El Distrito Eco Inclusivo se proyecta como un nuevo barrio modelo de aproximadamente 30 hectáreas, que busca resolver uno de los principales desafíos sociales de la capital: la situación de miles de familias que viven en los bañados y que son afectadas frecuentemente por las crecidas del río Paraguay. La iniciativa contempla soluciones habitacionales definitivas para familias vulnerables, trasladándolas a zonas no inundables y dotándolas de infraestructura básica.
El plan incluye la construcción de redes de agua potable, desagüe cloacal y pluvial, alumbrado público, calles, veredas y áreas verdes, además de equipamientos sociales que permitan mejorar la calidad de vida de los habitantes. “Estamos planteando una reconversión urbana completa. Queremos trasladar a las familias que hoy están en situación precaria hacia zonas seguras y dotarlas de toda la infraestructura necesaria para tener condiciones de habitabilidad adecuadas”, explicó Guillén.

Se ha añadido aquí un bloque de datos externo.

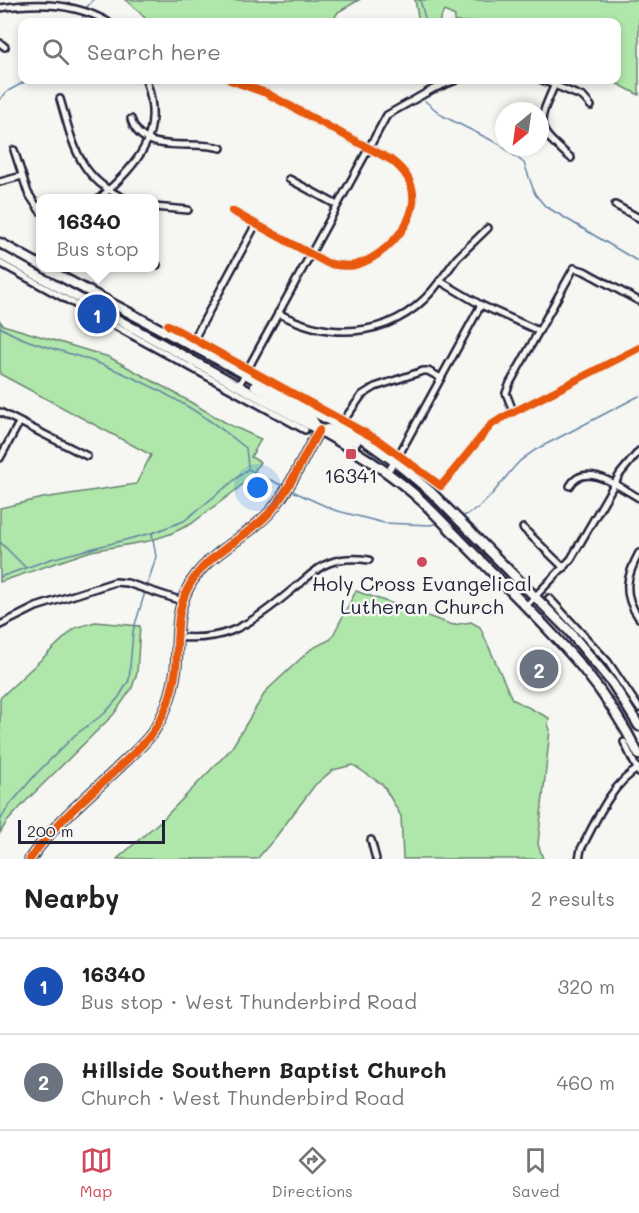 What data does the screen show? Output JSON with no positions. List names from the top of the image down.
{
  "places": {
    "transit": ["16341"],
    "other": ["Holy Cross Evangelical Lutheran Church"]
  },
  "scale_bar": "200 m",
  "north": "bottom left",
  "page": {
    "search": "Search here",
    "popup": ["16340", "Bus stop"],
    "pins": ["1", "2"],
    "scale": "200 m",
    "heading": ["Nearby", "2 results"],
    "list": [
      {
        "mark": "1",
        "name": "16340",
        "note": "Bus stop · West Thunderbird Road",
        "value": "320 m"
      },
      {
        "mark": "2",
        "name": "Hillside Southern Baptist Church",
        "note": "Church · West Thunderbird Road",
        "value": "460 m"
      }
    ],
    "nav": ["Map", "Directions", "Saved"]
  }
}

Además de las viviendas, el proyecto prevé la instalación de centros de primera infancia y otros servicios sociales orientados a fortalecer el desarrollo comunitario. La transformación de esta franja de la ciudad se sustenta en una inversión significativa. “El proyecto vinculado al Distrito Eco Inclusivo es parte del componente principal de este programa, que hoy ronda los US$ 50 millones, pero que también permitirá generar nuevos espacios para la ciudad dentro del programa general de resiliencia urbana que alcanza los US$ 105 millones”, detalló Guillén.

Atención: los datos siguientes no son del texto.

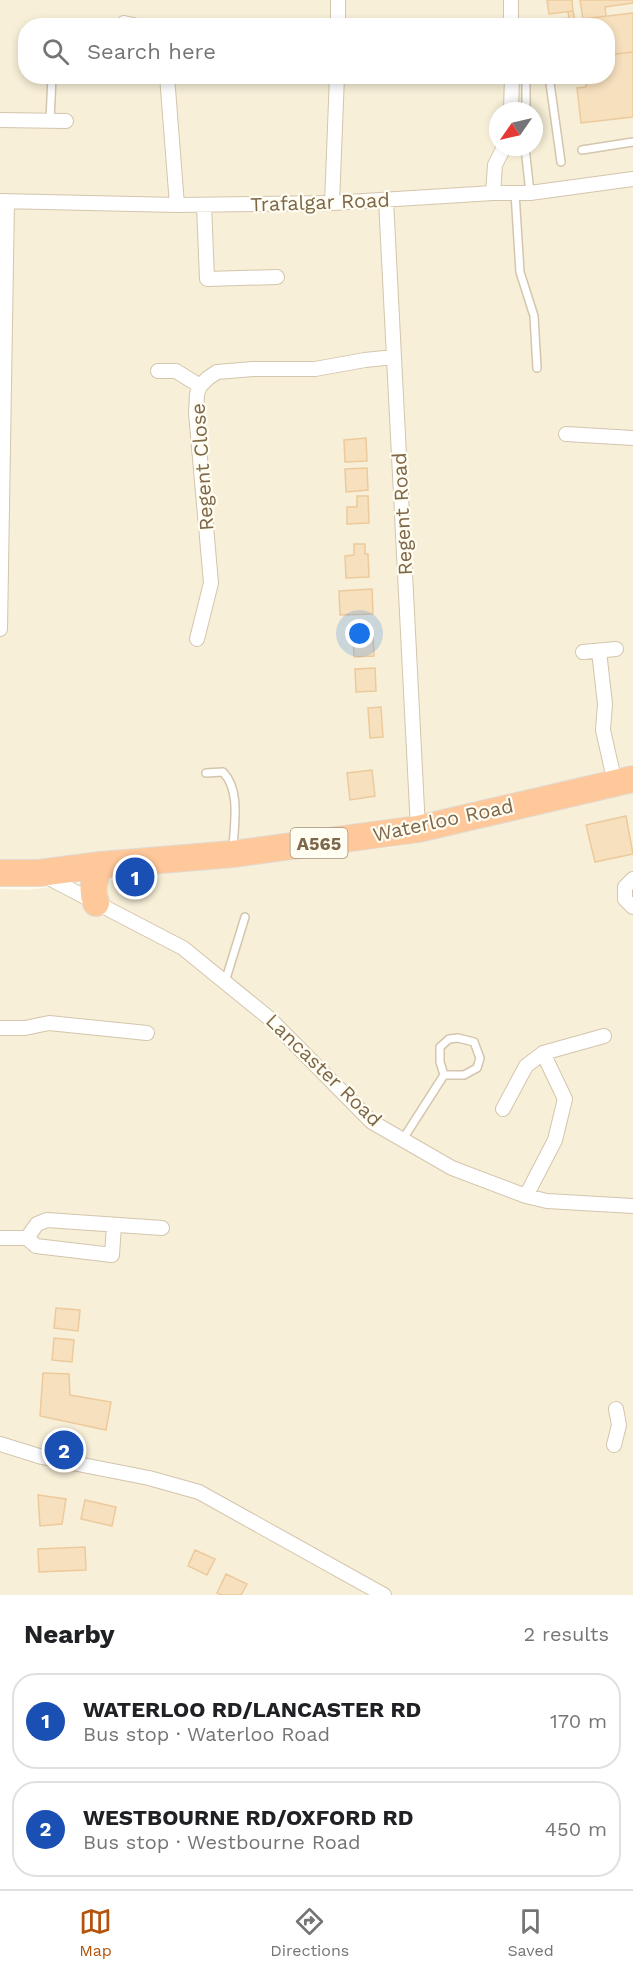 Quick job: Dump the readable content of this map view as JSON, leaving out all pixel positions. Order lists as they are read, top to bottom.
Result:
{
  "streets": {
    "highway": ["Waterloo Road", "A565"],
    "street": [
      "Trafalgar Road",
      "Regent Close",
      "Regent Road",
      "Lancaster Road"
    ]
  },
  "crossings": [
    ["Trafalgar Road", "Regent Road"],
    ["Regent Close", "Regent Road"],
    ["Regent Road", "Waterloo Road"],
    ["Waterloo Road", "Lancaster Road"]
  ],
  "north": "bottom left",
  "page": {
    "search": "Search here",
    "pins": ["1", "2"],
    "heading": ["Nearby", "2 results"],
    "list": [
      {
        "mark": "1",
        "name": "WATERLOO RD/LANCASTER RD",
        "note": "Bus stop · Waterloo Road",
        "value": "170 m"
      },
      {
        "mark": "2",
        "name": "WESTBOURNE RD/OXFORD RD",
        "note": "Bus stop · Westbourne Road",
        "value": "450 m"
      }
    ],
    "nav": ["Map", "Directions", "Saved"]
  }
}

“Estamos afinando los detalles del proceso licitatorio para comenzar con la primera fase del proyecto”, agregó.
Más allá de su impacto social, el proyecto también busca generar un efecto multiplicador en el desarrollo económico y urbano de la capital. La intervención en la franja costera se articula con otras iniciativas que el Gobierno impulsa en la zona, como la reconversión del puerto de Asunción, la construcción de las nuevas oficinas de Gobierno y la revitalización del Parque Caballero.
“Nosotros creemos que eso va a ser un espacio gastronómico y de servicios que está alineado también con la puesta en operación de las oficinas de gobierno, en las que estamos con una inversión de casi US$ 30 millones. Están próximas a terminarse y estamos a punto de entrar en la etapa de las primeras mudanzas”, mencionó Amílcar.
Según Guillén, estos proyectos forman parte de una visión integral que busca transformar el eje costero de la capital en un nuevo centro urbano, turístico y económico. “Desde la reconversión del puerto hasta el desarrollo del Distrito Eco Inclusivo, todo forma parte de un mismo eje de desarrollo. Creemos que esta zona puede convertirse en un nuevo polo urbano para la ciudad”, explicó.
“Creemos que puede convertirse en una especie de Puerto Madero de Asunción, un espacio gastronómico, turístico y de servicios que atraiga tanto a ciudadanos como a visitantes extranjeros”, afirmó.